In piazza Caduti in guerra, nel cuore di Orgosolo, il tempo scorre lento come sempre. Covid o non Covid, ordinanze o meno, mascherine e nuove regole: nemmeno il coronavirus riesce a fermare il paese. In corso Repubblica, davanti alla chiesa del Santissimo Salvatore e alla mega immagine della beata Antonia Mesina, pochi minuti prima che cominci il rosario giornaliero, Giuseppe Rubanu, commerciante da 50 anni, entra all’interno del suo negozio di souvenir e artigianato sardo, si abbassa la mascherina, afferra la fisarmonica e canta a squarciagola “Arrivederci, Roma” e a seguire l’immancabile “Non potho reposare”. E un gruppo di turisti torinesi lo ascolta tra l’incantato e il divertito. «Basta solo stare attenti e seguire le regole – dice lui, dopo l’esibizione estemporanea – ma l’allarmismo non serve proprio a nessuno, e a volte se n’è fatto troppo». A poca distanza tzia Peppina Farina, si affretta a raggiungere il portone della chiesa: si stringe nella sua “fardetta” nera e si appresta a pigiare il liquido igienizzante vicino all’acquasantiera. Lei, la classica mascherina chirurgica color celeste sbiadito, la porta letteralmente incorporata: sepolta sotto “su mucadore” avvolto attorno al viso, che già da tempi non sospetti protegge lei e tante altre pensionate del paese.

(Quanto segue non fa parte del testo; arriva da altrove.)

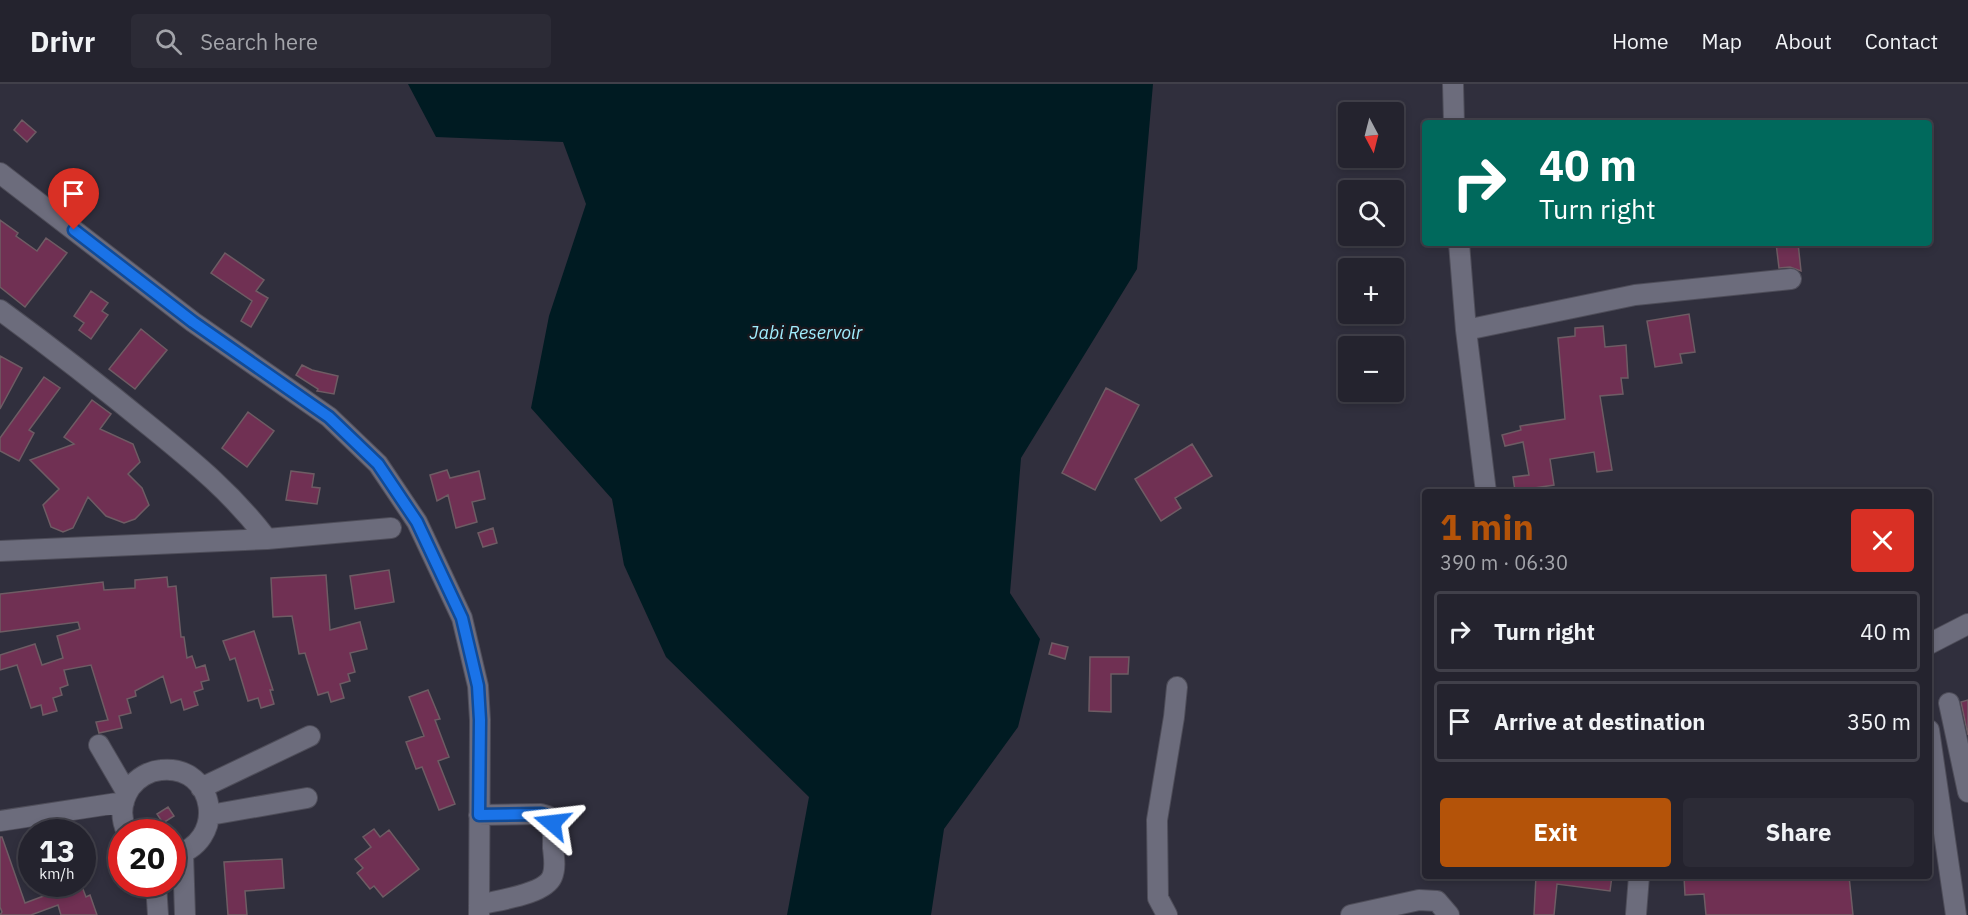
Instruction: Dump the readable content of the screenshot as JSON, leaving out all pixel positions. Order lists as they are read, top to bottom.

«Ci siamo tutti organizzati, adulti e ragazzi, chi più chi meno – racconta la giovane Maria Grazia Piras, affacciandosi dalla sua gelateria “Jelizia” – e anche come commercianti abbiamo deciso di esporre il cartello con le nuove indicazioni contro il coronavirus e la regola dell’utilizzo h24 della mascherina. L’ordinanza con le nuove disposizioni ci voleva perché forse non tutti prima stavano rispettando le regole». E all’ingresso del paese, in via Mastino, abita forse uno dei più grandi sostenitori, a Orgosolo, delle nuove regole. Probabilmente il loro attuale e migliore testimonial. Dal balcone al primo piano di una villetta gialla, fa capolino, infatti, Marco: il giovane barman che si era autoisolato a Porto Rotondo, vicino al suo luogo di lavoro, dopo alcuni sintomi sospetti: poi è risultato positivo al Covid. «Non mi aspettavo questa straordinaria mobilitazione del paese e di tanti medici per aiutarmi a farmi fare il tampone e tornare a casa – dice – e devo ringraziare tutti. Mi hanno chiamato da tutta Italia. Ora, tutto sommato, sto bene». «Se si esclude che non avverte ancora i sapori – spiega, guardandolo dal piano terra, mamma Tiziana – nemmeno il raviolone spinaci e formaggio che gli ho fatto avere oggi a pranzo. E questo la dice lunga, eh». «Ma ho imparato una grande lezione – racconta lui, osservando dall’alto, e con un pizzico di nostalgia, la vita che scorre come sempre sotto i suoi occhi – forse all’inizio di questa cosa del virus, a marzo, non avevo capito che era una questione così delicata, ora invece ho capito sulla mia pelle che non c’è da scherzare, che è una cosa maledettamente seria. Lo dico soprattutto ai ragazzi come me: state attenti e non abbassate la guardia. Ne usciremo tutti insieme, se ognuno farà la sua parte».